AIM OF THE EXERCISE - Please retype the data below line for line and leave out every picture.

-----

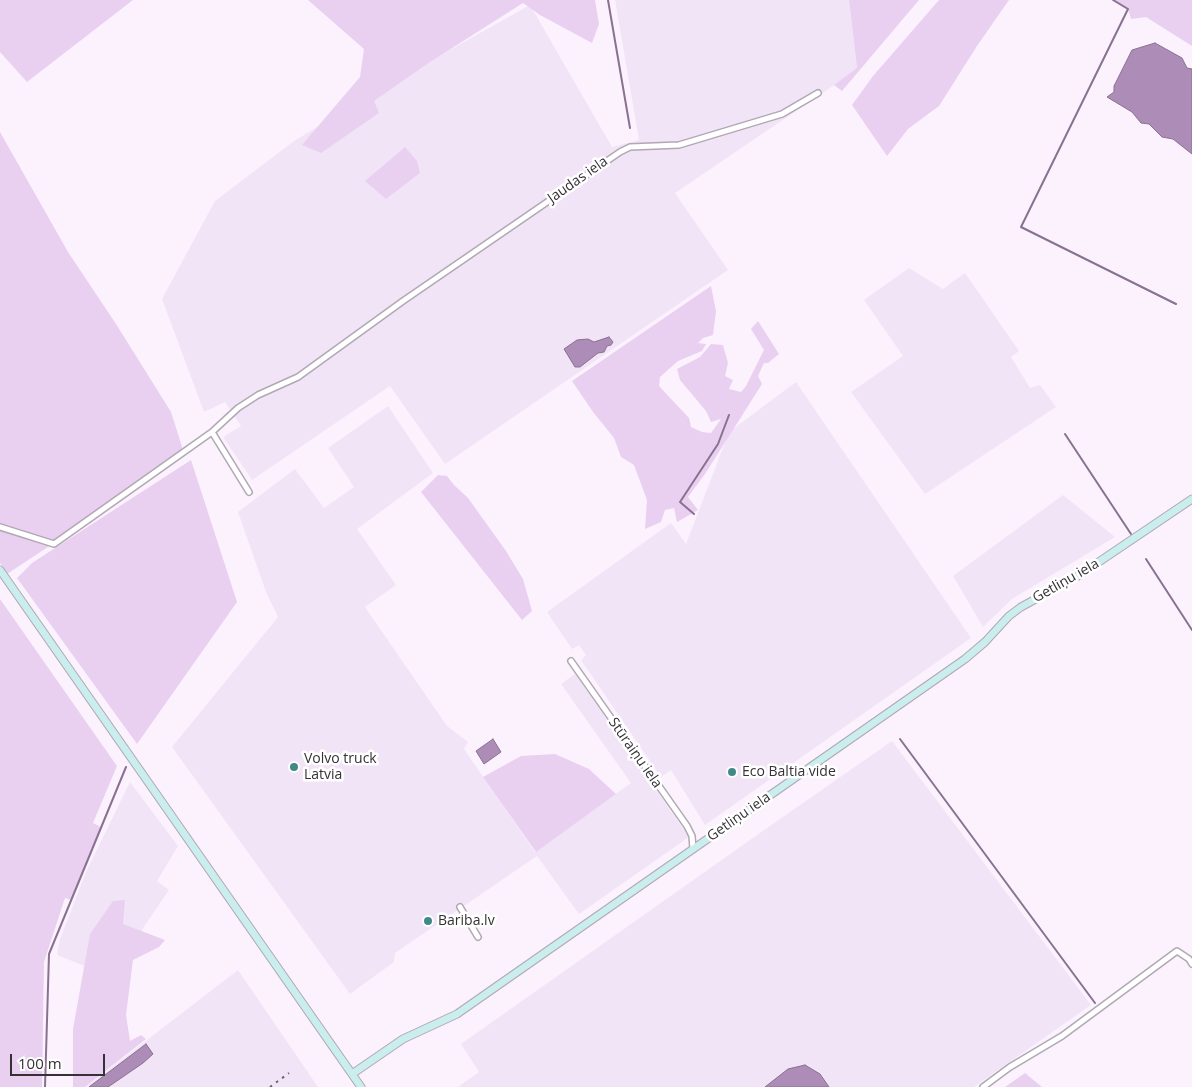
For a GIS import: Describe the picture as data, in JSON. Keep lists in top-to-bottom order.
{
  "streets": {
    "street": ["Jaudas iela", "Getliņu iela", "Stūraiņu iela"]
  },
  "crossings": [
    ["Getliņu iela", "Stūraiņu iela"]
  ],
  "places": ["Volvo truck Latvia", "Eco Baltia vide", "Bariba.lv"],
  "scale_bar": "100 m"
}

-----

OUTPUT BELOW -
For a GIS import: Describe the picture as data, in JSON. Keep lists in top-to-bottom order.
{
  "streets": {
    "street": ["Jaudas iela", "Getliņu iela", "Stūraiņu iela"]
  },
  "crossings": [
    ["Getliņu iela", "Stūraiņu iela"]
  ],
  "places": ["Volvo truck Latvia", "Eco Baltia vide", "Bariba.lv"],
  "scale_bar": "100 m"
}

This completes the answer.